General Motors (NYSE:GM) announced plans Tuesday to improve its global performance by discontinuing vehicle and engine manufacturing, and significantly reducing its engineering operations in Australia by the end of 2017.
General Motors' decision will impact approximately 2,900 positions during the next four years, with 1,600 from its Elizabeth vehicle manufacturing plant, and 1,300 from its Holden Victorian workforce. However, the sales and service part of Holden vehicles will be unaffected, and will still have an extensive network of dealers across Australia and New Zealand.

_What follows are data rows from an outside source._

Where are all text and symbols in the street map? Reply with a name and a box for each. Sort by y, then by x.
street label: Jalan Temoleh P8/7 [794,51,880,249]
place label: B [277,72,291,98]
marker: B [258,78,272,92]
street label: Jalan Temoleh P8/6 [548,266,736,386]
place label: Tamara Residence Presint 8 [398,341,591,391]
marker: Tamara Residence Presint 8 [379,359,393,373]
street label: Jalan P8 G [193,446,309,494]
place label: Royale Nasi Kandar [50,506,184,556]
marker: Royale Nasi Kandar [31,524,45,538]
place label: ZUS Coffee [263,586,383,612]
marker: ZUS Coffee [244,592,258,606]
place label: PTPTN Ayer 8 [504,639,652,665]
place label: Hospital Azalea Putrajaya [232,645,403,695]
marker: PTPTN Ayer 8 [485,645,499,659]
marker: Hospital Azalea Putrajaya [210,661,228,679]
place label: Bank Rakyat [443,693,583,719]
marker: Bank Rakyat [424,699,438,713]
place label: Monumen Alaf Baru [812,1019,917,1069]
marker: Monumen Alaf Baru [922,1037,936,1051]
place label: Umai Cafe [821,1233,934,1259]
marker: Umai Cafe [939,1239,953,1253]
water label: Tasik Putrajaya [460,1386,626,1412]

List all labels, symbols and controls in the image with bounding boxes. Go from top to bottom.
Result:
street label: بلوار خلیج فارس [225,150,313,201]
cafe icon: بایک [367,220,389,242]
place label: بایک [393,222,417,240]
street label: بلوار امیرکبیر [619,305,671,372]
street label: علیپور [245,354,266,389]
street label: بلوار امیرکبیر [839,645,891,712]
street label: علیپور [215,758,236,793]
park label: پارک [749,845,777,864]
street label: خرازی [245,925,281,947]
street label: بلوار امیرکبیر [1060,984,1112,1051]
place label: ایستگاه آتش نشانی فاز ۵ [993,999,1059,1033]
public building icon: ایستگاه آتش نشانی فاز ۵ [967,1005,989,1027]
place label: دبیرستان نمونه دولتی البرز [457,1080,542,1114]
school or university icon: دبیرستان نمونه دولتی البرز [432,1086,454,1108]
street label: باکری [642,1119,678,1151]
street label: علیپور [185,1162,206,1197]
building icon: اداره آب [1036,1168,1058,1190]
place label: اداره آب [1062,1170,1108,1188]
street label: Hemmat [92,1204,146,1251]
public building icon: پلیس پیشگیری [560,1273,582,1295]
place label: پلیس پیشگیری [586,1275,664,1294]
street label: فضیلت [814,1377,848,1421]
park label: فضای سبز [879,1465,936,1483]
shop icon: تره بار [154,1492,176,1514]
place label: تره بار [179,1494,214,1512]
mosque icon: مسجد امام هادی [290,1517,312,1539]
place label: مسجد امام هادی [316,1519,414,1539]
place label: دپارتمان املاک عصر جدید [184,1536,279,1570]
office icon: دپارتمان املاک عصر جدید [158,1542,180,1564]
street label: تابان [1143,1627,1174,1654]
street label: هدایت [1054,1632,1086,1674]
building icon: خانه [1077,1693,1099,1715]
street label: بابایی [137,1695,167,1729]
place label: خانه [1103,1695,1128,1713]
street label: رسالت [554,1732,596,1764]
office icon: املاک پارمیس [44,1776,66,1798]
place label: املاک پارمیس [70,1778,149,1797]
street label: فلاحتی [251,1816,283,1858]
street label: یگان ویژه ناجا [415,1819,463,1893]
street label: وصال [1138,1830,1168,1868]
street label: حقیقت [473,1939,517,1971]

CEO Dan Akerson had this to say, in a press release: "The decision to end manufacturing in Australia reflects the perfect storm of negative influences the automotive industry faces in the country, including the sustained strength of the Australian dollar, high cost of production, small domestic market and arguably the most competitive and fragmented auto market in the world."
A large reason behind this move was the increase in Australia's dollar. At the Australian dollar's peak, making things in Australia was 65% more expensive than a decade earlier, according to GM.
Because of this decision, General Motors will be taking pre-tax charges in the fourth quarter between $400 million and $600 million. The charges will consist of non-cash asset impairment, including property, plant, and equipment. The charges will also consist of exit-related charges including certain employee severance-related costs.